__Dataset entries__:
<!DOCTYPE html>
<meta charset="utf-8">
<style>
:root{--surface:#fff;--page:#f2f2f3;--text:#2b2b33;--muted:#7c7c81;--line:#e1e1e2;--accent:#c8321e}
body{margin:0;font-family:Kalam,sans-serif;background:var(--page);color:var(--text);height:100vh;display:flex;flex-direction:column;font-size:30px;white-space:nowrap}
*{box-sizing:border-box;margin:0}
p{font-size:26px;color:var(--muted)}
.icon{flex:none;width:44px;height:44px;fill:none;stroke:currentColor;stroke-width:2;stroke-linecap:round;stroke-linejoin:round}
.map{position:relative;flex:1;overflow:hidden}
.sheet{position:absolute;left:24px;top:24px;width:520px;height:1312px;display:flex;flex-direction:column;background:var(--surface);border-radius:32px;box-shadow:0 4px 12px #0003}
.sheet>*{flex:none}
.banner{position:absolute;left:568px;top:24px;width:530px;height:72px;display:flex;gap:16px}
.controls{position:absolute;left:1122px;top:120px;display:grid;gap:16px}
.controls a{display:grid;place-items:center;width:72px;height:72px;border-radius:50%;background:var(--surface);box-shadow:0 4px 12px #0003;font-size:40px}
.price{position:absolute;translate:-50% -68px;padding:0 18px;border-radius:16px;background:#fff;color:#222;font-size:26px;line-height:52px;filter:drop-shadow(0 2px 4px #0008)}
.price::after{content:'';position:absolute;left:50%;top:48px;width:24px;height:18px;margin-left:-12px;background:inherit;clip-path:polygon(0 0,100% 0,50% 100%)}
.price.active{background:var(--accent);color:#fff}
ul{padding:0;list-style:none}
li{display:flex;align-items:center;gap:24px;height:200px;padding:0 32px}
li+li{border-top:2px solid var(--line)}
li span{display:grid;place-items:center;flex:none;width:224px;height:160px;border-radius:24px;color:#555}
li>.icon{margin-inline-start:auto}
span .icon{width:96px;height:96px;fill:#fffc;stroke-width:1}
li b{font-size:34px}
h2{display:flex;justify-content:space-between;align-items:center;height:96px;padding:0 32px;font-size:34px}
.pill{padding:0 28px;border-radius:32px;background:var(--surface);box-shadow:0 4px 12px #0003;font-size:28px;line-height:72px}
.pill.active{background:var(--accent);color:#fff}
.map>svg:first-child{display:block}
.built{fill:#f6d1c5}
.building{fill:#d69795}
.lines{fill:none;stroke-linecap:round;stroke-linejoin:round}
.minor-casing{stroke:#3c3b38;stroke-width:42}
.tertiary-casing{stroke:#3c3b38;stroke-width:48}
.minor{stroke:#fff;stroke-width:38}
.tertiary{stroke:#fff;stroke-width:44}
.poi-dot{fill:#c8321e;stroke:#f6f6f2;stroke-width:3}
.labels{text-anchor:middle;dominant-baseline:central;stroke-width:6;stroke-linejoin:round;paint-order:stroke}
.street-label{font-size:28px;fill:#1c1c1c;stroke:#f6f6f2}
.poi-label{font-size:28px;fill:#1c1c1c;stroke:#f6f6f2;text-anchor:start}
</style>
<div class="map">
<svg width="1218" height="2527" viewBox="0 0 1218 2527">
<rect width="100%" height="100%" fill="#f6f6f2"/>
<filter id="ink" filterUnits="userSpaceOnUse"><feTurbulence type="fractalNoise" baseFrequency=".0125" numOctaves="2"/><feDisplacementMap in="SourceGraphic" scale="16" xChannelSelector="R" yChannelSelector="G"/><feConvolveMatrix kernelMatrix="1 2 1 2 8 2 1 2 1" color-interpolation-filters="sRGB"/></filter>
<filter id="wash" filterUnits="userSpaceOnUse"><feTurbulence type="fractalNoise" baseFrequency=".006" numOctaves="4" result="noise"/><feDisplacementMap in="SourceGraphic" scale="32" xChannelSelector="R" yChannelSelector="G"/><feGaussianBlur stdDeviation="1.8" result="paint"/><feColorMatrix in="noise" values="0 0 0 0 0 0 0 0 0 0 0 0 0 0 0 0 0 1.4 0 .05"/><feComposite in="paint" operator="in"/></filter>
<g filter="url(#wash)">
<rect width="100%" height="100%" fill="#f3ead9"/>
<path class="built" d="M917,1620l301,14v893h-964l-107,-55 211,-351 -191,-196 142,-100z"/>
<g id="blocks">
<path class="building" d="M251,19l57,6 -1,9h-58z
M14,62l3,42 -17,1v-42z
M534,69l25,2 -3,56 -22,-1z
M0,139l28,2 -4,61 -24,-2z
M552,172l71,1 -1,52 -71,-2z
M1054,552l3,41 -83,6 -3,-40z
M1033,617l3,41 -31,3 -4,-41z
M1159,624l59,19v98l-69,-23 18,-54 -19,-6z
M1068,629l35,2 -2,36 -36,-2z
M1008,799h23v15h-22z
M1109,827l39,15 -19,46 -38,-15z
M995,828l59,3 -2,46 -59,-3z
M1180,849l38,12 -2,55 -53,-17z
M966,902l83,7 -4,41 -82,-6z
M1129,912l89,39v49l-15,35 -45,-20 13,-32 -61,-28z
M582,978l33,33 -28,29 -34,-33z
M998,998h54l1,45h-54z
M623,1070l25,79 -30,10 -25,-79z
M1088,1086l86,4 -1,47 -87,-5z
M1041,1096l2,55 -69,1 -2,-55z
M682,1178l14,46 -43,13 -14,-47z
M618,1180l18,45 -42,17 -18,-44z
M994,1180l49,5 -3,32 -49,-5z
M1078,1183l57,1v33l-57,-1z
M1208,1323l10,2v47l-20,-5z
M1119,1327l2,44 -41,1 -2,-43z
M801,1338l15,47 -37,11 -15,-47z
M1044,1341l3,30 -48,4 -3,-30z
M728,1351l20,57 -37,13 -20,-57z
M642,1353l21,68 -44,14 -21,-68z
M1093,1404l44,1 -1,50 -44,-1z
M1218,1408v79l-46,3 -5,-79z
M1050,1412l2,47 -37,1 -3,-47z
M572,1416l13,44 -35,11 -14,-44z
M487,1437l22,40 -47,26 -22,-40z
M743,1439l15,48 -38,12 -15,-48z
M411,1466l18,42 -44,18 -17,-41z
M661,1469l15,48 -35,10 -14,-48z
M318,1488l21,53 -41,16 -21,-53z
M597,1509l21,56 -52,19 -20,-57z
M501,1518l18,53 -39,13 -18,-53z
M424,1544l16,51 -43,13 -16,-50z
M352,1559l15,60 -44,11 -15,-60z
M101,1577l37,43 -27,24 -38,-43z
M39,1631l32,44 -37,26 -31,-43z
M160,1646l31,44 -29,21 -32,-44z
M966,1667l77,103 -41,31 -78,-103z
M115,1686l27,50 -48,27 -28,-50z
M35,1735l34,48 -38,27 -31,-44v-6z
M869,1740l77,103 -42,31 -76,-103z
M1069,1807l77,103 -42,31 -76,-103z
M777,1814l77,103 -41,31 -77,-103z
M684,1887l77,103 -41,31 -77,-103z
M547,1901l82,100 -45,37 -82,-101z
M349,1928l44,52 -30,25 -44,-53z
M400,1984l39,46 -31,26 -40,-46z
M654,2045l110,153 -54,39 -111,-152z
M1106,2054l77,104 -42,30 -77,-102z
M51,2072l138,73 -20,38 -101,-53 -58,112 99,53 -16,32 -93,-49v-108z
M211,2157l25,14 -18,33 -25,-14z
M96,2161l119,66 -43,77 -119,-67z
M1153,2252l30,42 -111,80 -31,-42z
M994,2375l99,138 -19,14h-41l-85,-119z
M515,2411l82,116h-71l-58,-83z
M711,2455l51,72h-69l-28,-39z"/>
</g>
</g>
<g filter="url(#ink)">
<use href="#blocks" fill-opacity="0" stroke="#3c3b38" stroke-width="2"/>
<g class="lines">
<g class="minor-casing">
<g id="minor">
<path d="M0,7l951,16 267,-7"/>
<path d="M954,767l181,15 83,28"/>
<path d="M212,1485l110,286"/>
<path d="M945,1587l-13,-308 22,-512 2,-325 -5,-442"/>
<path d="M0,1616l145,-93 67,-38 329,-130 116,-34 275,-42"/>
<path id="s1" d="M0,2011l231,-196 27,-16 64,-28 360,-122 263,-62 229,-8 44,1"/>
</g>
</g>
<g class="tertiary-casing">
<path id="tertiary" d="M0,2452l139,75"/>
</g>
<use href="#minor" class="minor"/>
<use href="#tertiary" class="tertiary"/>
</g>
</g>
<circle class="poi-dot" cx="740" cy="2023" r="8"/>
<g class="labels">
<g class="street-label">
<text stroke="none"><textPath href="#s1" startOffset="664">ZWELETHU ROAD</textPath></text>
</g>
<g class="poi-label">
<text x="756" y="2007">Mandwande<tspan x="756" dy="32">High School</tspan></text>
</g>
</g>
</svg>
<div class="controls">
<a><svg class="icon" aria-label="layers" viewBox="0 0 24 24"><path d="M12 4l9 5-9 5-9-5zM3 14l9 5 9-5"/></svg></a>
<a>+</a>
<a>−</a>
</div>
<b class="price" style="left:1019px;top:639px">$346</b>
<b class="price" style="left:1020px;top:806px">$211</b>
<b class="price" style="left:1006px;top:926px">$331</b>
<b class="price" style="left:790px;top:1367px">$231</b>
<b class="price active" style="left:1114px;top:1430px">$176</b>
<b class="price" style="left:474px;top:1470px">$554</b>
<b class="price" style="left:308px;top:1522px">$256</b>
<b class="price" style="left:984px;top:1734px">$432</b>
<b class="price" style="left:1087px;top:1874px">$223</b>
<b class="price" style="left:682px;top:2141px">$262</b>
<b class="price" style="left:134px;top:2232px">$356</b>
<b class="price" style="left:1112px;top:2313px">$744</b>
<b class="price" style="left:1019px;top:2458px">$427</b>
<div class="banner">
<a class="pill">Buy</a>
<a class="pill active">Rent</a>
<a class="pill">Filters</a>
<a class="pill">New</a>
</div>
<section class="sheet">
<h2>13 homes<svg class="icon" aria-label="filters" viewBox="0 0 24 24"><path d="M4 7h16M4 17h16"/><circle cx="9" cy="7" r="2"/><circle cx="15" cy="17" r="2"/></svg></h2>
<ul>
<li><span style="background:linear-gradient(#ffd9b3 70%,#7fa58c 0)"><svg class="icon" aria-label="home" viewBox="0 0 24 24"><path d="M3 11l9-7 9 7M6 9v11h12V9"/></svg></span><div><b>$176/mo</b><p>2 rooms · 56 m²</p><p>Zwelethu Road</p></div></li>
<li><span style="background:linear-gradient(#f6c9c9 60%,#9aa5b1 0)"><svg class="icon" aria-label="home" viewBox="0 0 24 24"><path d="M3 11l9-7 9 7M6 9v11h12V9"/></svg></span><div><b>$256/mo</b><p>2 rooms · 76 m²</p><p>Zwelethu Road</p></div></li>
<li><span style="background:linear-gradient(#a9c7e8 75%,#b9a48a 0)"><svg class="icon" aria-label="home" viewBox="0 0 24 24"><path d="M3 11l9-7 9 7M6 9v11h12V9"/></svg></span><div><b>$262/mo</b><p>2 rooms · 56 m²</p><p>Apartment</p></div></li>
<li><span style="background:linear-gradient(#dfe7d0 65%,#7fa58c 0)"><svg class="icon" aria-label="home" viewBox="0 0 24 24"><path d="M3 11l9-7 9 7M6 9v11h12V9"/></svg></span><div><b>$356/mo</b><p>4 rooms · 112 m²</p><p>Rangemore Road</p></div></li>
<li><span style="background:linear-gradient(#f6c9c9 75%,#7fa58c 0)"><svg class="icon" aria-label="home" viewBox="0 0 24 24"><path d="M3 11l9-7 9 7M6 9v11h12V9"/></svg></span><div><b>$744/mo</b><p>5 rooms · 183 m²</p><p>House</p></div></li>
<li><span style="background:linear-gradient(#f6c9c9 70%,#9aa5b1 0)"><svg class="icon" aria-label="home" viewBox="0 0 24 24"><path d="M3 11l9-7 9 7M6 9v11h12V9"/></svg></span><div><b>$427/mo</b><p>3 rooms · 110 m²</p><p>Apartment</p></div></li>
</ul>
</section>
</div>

__What you need to do__: Go through the entries and report every line with the string "linecap".

__Solution for this exercise__:
.icon{flex:none;width:44px;height:44px;fill:none;stroke:currentColor;stroke-width:2;stroke-linecap:round;stroke-linejoin:round}
.lines{fill:none;stroke-linecap:round;stroke-linejoin:round}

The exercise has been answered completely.